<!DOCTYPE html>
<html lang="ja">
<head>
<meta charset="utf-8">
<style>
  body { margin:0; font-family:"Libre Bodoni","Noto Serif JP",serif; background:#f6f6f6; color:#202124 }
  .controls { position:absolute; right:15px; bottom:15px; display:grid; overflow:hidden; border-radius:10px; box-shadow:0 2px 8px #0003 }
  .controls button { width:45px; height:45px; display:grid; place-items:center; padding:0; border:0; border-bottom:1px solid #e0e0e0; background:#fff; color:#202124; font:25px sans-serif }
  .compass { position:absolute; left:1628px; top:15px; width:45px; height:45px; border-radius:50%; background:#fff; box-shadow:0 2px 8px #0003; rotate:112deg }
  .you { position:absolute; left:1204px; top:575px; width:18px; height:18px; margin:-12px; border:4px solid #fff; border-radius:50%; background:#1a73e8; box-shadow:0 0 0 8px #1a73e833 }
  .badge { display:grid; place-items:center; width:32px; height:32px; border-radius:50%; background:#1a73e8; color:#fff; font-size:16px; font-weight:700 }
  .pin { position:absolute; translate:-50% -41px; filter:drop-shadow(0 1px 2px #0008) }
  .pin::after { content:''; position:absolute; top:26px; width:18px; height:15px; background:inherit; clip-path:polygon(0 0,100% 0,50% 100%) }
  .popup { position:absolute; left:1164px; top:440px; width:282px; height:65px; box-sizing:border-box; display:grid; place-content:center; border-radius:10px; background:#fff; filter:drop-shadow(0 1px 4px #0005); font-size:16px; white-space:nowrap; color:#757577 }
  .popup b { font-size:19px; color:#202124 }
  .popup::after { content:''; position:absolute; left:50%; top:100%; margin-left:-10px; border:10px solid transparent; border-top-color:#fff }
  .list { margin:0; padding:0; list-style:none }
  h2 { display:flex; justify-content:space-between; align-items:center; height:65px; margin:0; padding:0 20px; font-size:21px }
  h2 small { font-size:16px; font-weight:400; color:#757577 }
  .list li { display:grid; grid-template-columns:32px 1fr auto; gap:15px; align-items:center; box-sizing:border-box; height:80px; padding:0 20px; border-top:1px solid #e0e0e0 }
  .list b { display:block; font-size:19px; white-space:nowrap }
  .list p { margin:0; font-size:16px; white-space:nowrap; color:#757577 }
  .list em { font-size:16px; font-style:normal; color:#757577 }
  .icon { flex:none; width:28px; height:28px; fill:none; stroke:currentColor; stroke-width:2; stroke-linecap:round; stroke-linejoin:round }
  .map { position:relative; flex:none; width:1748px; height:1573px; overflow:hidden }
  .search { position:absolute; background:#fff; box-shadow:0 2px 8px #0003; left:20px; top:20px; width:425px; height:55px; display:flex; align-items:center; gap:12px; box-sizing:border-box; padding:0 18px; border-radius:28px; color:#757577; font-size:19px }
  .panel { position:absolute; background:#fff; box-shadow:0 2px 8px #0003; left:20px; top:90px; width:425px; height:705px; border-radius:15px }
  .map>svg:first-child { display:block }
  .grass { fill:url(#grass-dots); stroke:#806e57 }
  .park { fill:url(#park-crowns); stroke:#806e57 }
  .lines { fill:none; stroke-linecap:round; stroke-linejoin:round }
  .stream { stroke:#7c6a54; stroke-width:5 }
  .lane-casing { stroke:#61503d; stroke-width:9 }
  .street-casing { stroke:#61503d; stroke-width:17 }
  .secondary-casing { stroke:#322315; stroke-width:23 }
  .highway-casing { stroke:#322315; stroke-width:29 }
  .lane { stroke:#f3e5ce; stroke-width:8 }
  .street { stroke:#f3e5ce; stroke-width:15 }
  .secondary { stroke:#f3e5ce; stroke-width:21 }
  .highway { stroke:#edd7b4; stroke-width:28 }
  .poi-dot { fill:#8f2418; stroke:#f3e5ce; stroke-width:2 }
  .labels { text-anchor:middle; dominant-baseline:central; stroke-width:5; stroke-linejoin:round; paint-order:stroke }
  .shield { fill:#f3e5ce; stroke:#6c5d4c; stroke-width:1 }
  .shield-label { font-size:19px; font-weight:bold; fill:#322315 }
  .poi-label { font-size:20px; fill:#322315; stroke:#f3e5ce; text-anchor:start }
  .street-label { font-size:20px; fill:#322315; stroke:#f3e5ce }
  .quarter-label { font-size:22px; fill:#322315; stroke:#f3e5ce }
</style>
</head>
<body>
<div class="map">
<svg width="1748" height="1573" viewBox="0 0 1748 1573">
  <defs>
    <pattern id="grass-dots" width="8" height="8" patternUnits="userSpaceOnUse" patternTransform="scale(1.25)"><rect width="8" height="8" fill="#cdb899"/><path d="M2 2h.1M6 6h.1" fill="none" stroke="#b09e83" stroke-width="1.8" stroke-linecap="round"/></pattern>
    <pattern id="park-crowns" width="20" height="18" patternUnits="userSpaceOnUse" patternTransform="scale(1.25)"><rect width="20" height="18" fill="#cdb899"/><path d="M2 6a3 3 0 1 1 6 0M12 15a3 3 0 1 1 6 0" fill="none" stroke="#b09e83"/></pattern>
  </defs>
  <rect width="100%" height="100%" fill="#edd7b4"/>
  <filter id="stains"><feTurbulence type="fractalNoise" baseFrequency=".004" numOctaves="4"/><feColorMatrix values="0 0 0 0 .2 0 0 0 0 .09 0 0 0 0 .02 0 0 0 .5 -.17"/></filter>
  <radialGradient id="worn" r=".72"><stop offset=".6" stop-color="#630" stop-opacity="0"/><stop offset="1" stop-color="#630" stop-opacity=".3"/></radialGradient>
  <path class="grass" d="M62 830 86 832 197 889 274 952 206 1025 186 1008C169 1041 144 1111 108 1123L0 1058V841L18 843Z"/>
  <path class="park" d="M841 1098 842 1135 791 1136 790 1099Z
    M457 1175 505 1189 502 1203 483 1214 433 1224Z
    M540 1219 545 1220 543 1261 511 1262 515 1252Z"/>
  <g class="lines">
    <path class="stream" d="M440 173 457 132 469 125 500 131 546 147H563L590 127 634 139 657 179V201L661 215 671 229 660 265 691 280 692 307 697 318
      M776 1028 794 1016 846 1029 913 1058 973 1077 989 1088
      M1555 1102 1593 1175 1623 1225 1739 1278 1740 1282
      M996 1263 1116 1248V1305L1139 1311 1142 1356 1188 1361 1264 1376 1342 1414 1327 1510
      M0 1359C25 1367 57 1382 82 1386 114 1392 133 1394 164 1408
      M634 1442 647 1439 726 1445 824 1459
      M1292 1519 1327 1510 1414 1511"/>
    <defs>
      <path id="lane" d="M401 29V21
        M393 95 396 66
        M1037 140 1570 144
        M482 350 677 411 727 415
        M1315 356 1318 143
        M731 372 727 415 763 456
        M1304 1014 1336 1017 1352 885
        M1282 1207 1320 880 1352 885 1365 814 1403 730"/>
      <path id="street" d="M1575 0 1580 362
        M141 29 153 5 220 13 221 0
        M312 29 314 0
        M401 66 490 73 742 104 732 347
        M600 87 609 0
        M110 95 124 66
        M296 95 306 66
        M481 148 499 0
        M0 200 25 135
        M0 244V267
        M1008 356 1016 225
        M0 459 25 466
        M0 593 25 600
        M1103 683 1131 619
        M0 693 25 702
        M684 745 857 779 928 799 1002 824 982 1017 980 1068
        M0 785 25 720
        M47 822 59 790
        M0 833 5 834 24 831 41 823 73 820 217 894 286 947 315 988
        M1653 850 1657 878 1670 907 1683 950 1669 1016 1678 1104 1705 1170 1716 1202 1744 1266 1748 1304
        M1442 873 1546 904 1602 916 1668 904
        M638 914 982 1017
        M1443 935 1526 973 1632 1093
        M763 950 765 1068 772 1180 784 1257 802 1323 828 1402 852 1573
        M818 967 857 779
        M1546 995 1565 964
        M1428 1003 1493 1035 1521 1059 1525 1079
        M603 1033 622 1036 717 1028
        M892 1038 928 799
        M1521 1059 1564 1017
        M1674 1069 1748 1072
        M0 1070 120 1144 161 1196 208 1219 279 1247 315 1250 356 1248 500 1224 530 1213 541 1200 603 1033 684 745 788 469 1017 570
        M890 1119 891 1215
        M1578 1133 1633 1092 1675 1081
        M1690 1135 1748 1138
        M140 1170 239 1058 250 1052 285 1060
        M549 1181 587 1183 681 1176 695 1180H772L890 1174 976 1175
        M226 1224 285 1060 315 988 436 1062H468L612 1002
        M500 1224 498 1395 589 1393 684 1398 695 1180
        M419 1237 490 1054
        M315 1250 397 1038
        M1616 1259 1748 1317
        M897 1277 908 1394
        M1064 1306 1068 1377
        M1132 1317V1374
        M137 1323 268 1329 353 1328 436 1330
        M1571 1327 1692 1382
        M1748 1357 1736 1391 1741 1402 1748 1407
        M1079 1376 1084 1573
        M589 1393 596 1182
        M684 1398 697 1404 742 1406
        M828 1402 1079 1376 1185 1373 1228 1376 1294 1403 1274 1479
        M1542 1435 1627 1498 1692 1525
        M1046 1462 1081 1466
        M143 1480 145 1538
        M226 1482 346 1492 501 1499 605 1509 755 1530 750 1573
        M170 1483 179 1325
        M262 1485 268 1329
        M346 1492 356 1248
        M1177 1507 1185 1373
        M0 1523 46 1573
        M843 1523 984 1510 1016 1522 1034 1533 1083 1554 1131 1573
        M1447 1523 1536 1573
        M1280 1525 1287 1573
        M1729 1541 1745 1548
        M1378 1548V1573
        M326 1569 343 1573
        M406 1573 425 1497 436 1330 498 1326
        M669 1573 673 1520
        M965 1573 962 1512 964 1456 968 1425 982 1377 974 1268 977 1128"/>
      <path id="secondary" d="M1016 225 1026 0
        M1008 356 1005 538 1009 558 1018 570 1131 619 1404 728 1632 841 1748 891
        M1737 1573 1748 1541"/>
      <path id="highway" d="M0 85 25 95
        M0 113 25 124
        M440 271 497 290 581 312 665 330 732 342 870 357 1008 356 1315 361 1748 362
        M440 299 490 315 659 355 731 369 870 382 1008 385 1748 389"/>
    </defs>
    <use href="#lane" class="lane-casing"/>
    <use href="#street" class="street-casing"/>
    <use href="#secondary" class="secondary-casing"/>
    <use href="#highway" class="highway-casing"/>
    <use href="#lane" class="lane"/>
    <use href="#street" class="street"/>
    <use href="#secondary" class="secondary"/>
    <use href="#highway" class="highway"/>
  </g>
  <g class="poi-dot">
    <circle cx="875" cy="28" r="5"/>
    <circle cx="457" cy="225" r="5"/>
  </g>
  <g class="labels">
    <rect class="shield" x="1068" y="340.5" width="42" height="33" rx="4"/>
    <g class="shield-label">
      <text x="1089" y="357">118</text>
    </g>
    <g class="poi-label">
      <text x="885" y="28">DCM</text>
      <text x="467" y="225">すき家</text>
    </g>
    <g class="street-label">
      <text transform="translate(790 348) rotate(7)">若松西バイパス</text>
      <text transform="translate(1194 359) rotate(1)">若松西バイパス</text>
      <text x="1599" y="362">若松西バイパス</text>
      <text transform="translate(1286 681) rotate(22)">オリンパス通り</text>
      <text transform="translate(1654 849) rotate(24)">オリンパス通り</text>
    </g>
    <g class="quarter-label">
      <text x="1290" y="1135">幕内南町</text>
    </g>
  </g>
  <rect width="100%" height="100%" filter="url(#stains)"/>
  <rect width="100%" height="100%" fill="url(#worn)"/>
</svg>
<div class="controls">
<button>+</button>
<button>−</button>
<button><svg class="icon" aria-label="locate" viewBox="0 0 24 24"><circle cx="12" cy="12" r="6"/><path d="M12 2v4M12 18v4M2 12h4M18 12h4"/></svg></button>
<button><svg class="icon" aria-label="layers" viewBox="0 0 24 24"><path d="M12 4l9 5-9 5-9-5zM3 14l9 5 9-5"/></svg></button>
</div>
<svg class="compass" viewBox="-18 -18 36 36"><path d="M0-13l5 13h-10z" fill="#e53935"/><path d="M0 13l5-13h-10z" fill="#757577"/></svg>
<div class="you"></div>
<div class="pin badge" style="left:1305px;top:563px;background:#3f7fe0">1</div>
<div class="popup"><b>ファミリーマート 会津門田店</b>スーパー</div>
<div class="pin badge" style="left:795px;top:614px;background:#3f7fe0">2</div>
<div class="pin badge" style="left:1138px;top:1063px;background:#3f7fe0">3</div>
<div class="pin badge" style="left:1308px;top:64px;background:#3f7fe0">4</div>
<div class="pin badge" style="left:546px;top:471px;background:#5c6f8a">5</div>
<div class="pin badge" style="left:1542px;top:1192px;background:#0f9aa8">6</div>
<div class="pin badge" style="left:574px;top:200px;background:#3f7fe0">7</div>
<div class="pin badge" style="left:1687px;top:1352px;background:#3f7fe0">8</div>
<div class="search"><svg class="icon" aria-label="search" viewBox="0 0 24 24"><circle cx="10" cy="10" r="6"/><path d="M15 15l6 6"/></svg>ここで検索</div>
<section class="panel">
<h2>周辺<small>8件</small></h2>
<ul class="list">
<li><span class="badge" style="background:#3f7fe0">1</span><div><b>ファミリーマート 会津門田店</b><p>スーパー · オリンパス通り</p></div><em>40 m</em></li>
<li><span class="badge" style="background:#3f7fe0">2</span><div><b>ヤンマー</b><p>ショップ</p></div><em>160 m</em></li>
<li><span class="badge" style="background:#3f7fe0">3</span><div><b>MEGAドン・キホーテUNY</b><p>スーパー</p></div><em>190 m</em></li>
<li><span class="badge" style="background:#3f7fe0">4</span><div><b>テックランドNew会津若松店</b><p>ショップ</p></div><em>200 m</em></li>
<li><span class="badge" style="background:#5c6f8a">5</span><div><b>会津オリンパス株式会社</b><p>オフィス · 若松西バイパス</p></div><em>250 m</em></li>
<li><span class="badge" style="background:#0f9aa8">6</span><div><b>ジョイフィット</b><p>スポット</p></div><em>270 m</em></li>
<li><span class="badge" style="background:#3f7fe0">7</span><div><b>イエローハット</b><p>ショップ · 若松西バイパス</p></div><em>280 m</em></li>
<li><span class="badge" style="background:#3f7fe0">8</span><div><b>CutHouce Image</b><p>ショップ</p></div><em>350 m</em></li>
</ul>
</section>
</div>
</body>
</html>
_____
▶ **Description of the task**:
Within the entries above, how many lines contain the word "bottom"? State the number only.

▶ **Answer space**:
2